= Try it =
The expected output is the complete listing, copied word for word.

(Data excerpts begins)

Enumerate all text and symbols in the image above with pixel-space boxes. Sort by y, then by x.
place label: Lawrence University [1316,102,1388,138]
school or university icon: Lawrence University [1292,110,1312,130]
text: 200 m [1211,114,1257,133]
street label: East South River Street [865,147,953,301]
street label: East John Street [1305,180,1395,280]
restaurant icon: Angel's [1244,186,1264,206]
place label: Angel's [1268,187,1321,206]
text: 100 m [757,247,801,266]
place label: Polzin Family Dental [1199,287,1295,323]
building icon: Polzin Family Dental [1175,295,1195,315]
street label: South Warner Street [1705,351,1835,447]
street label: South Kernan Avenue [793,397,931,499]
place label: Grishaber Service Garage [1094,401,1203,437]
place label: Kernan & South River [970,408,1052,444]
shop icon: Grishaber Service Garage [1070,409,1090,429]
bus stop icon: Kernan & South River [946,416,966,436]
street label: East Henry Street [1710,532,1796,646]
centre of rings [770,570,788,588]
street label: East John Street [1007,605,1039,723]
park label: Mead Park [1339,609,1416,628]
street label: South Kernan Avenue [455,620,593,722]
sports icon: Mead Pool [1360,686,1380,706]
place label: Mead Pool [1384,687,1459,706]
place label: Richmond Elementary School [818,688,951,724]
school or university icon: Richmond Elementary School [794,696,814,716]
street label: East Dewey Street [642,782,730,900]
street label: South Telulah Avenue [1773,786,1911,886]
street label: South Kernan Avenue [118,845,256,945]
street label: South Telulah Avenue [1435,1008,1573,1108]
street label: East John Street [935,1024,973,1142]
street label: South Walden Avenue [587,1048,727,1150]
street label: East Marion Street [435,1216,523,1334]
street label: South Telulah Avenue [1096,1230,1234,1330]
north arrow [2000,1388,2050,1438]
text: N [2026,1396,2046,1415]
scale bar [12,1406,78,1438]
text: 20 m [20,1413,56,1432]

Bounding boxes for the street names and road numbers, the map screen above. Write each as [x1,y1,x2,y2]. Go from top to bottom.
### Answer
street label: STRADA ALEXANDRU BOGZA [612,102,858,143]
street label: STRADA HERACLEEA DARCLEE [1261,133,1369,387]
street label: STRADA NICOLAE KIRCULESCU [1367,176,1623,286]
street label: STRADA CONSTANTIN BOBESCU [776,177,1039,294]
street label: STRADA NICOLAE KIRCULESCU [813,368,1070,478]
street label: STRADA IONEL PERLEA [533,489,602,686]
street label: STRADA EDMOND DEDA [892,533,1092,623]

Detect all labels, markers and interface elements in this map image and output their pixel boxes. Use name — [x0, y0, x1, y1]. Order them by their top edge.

(Data excerpts ends)

= Solution to the exercise =
Enumerate all text and symbols in the image above with pixel-space boxes. Sort by y, then by x.
place label: Lawrence University [1316,102,1388,138]
school or university icon: Lawrence University [1292,110,1312,130]
text: 200 m [1211,114,1257,133]
street label: East South River Street [865,147,953,301]
street label: East John Street [1305,180,1395,280]
restaurant icon: Angel's [1244,186,1264,206]
place label: Angel's [1268,187,1321,206]
text: 100 m [757,247,801,266]
place label: Polzin Family Dental [1199,287,1295,323]
building icon: Polzin Family Dental [1175,295,1195,315]
street label: South Warner Street [1705,351,1835,447]
street label: South Kernan Avenue [793,397,931,499]
place label: Grishaber Service Garage [1094,401,1203,437]
place label: Kernan & South River [970,408,1052,444]
shop icon: Grishaber Service Garage [1070,409,1090,429]
bus stop icon: Kernan & South River [946,416,966,436]
street label: East Henry Street [1710,532,1796,646]
centre of rings [770,570,788,588]
street label: East John Street [1007,605,1039,723]
park label: Mead Park [1339,609,1416,628]
street label: South Kernan Avenue [455,620,593,722]
sports icon: Mead Pool [1360,686,1380,706]
place label: Mead Pool [1384,687,1459,706]
place label: Richmond Elementary School [818,688,951,724]
school or university icon: Richmond Elementary School [794,696,814,716]
street label: East Dewey Street [642,782,730,900]
street label: South Telulah Avenue [1773,786,1911,886]
street label: South Kernan Avenue [118,845,256,945]
street label: South Telulah Avenue [1435,1008,1573,1108]
street label: East John Street [935,1024,973,1142]
street label: South Walden Avenue [587,1048,727,1150]
street label: East Marion Street [435,1216,523,1334]
street label: South Telulah Avenue [1096,1230,1234,1330]
north arrow [2000,1388,2050,1438]
text: N [2026,1396,2046,1415]
scale bar [12,1406,78,1438]
text: 20 m [20,1413,56,1432]

Bounding boxes for the street names and road numbers, the map screen above. Write each as [x1,y1,x2,y2]. Go from top to bottom.
### Answer
street label: STRADA ALEXANDRU BOGZA [612,102,858,143]
street label: STRADA HERACLEEA DARCLEE [1261,133,1369,387]
street label: STRADA NICOLAE KIRCULESCU [1367,176,1623,286]
street label: STRADA CONSTANTIN BOBESCU [776,177,1039,294]
street label: STRADA NICOLAE KIRCULESCU [813,368,1070,478]
street label: STRADA IONEL PERLEA [533,489,602,686]
street label: STRADA EDMOND DEDA [892,533,1092,623]

Detect all labels, markers and interface elements in this map image and output their pixel boxes. Use name — [x0, y0, x1, y1]. Order them by their top edge.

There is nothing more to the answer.